[Stored items]
==================================================

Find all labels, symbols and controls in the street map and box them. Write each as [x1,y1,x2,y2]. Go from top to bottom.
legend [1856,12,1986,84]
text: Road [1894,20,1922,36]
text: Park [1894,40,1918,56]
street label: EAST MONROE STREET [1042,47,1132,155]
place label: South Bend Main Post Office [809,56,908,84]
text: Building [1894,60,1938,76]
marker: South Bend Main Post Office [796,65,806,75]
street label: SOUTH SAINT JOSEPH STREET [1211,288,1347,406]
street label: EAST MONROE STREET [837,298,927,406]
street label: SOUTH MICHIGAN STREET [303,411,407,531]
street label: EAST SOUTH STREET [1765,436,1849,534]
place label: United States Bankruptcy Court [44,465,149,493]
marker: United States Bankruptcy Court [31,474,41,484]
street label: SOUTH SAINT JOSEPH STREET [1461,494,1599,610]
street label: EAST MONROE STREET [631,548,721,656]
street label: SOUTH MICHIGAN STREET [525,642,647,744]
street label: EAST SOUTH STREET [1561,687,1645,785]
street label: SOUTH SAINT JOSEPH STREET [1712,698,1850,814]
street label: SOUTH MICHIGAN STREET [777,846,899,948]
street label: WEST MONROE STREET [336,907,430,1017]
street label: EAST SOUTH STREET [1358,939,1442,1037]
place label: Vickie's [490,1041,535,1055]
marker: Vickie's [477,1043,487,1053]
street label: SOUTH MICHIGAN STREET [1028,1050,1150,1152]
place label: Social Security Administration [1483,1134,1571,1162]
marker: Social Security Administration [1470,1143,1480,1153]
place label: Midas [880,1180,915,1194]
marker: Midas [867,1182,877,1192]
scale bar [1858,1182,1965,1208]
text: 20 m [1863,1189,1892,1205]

==================================================

## [WHAT NEEDS TO BE DONE]
Each record must be output word for word.

## [EXERCISE OUTPUT]
Find all labels, symbols and controls in the street map and box them. Write each as [x1,y1,x2,y2]. Go from top to bottom.
legend [1856,12,1986,84]
text: Road [1894,20,1922,36]
text: Park [1894,40,1918,56]
street label: EAST MONROE STREET [1042,47,1132,155]
place label: South Bend Main Post Office [809,56,908,84]
text: Building [1894,60,1938,76]
marker: South Bend Main Post Office [796,65,806,75]
street label: SOUTH SAINT JOSEPH STREET [1211,288,1347,406]
street label: EAST MONROE STREET [837,298,927,406]
street label: SOUTH MICHIGAN STREET [303,411,407,531]
street label: EAST SOUTH STREET [1765,436,1849,534]
place label: United States Bankruptcy Court [44,465,149,493]
marker: United States Bankruptcy Court [31,474,41,484]
street label: SOUTH SAINT JOSEPH STREET [1461,494,1599,610]
street label: EAST MONROE STREET [631,548,721,656]
street label: SOUTH MICHIGAN STREET [525,642,647,744]
street label: EAST SOUTH STREET [1561,687,1645,785]
street label: SOUTH SAINT JOSEPH STREET [1712,698,1850,814]
street label: SOUTH MICHIGAN STREET [777,846,899,948]
street label: WEST MONROE STREET [336,907,430,1017]
street label: EAST SOUTH STREET [1358,939,1442,1037]
place label: Vickie's [490,1041,535,1055]
marker: Vickie's [477,1043,487,1053]
street label: SOUTH MICHIGAN STREET [1028,1050,1150,1152]
place label: Social Security Administration [1483,1134,1571,1162]
marker: Social Security Administration [1470,1143,1480,1153]
place label: Midas [880,1180,915,1194]
marker: Midas [867,1182,877,1192]
scale bar [1858,1182,1965,1208]
text: 20 m [1863,1189,1892,1205]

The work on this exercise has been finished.